Peroni looked at his notebook and said, ‘In Cambridge they think he changed his identity. Went to Morocco, Afghanistan, South America. Became some kind of dope king with a high-and-mighty English accent. The prof’s emailing me some newspaper cuttings. Apparently the guy was a bit of legend in England ten, twenty years ago. The cops named him as one of their principal suspects for smuggling hard drugs into the country. Never caught up with him though.’
The intelligence officer hammered at her keyboard, waited a second and said, ‘Let me try t
he narcotics records.’ A flash of fingers. ‘Simon Gabriel. Nothing, sorry.’
‘According to my man in Cambridge he had lots of names,’ Peroni said. ‘These university types are fastidious, you know. He even had a cutting from a crime story in The Times of ten years ago. He read it out to me. Look.’
Peroni held up his pad. Costa scanned down the names, got to the last one and groaned.
‘Have you got the Italian births and deaths database online?’ he asked the intelligence officer.
‘Of course.’
‘Look up the name Wilhelmina Santacroce.’
The answers were starting to fall into place already.
‘Married 1922. Address. .’ She blinked at the screen. ‘It’s that place you’ve been going to, isn’t it? The palazzetto?’
He wondered how much of what Mina had told him was really the truth, how much lies that she’d passed on unwittingly from the stories and excuses she’d been fed.

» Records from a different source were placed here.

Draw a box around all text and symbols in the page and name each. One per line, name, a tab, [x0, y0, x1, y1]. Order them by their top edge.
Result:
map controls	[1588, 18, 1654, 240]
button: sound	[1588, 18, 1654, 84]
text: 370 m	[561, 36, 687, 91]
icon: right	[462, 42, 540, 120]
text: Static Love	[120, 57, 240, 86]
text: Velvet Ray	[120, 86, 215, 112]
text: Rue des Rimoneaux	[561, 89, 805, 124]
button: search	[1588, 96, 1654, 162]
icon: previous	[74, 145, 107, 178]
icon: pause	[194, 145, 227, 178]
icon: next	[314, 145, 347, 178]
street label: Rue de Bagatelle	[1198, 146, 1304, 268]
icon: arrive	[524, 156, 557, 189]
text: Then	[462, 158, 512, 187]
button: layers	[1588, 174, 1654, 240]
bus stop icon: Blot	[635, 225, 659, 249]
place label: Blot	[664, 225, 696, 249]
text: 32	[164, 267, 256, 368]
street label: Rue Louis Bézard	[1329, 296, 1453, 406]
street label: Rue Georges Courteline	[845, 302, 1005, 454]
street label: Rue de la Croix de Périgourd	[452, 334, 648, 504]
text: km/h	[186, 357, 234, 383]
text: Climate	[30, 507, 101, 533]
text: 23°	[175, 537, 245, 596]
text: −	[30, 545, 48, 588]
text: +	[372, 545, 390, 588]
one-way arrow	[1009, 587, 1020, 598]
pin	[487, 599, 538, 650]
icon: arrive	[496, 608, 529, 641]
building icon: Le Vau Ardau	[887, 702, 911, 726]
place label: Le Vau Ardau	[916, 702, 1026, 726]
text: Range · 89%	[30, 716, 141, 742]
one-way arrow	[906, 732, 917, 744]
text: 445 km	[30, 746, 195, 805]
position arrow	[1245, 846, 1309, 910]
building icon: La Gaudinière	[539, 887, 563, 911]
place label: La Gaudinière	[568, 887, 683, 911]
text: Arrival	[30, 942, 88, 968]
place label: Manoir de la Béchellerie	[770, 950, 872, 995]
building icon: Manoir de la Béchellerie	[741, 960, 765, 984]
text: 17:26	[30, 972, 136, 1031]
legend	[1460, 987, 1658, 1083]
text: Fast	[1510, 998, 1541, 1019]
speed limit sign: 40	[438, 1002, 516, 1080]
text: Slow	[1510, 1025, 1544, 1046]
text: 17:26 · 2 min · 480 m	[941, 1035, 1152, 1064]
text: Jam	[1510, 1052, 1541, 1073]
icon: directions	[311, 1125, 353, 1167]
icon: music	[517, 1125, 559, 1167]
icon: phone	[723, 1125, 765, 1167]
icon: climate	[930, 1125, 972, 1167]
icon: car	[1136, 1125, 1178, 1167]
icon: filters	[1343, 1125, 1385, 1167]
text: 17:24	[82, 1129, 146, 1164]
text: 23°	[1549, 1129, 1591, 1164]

The Santacroce palace once belonged to one side of her own family. When Malise Gabriel returned to Rome he was, in some small sense, coming home.
‘Sir,’ the intelligence officer said, bringing him back to earth. ‘That third name on the list. Scott Mason Nicholson. I’ve got him. I’ve got data.’ She typed frantically again. ‘There’s a mugshot on the FBI wanted list.’
Costa looked at the screen and knew what he’d see.
‘Peroni,’ he called as he strode out of the room.
The big man couldn’t keep up. When Costa got downstairs the traffic was backed up to the Questura rear gate. Noisy demonstrators were waving placards, yelling at the bored cops in blue uniform, waving banners about Beatrice Cenci and the cruelty of the police.
It didn’t make sense that this case had generated quite so much heat. Someone had stoked it. He was starting to think he knew who and why.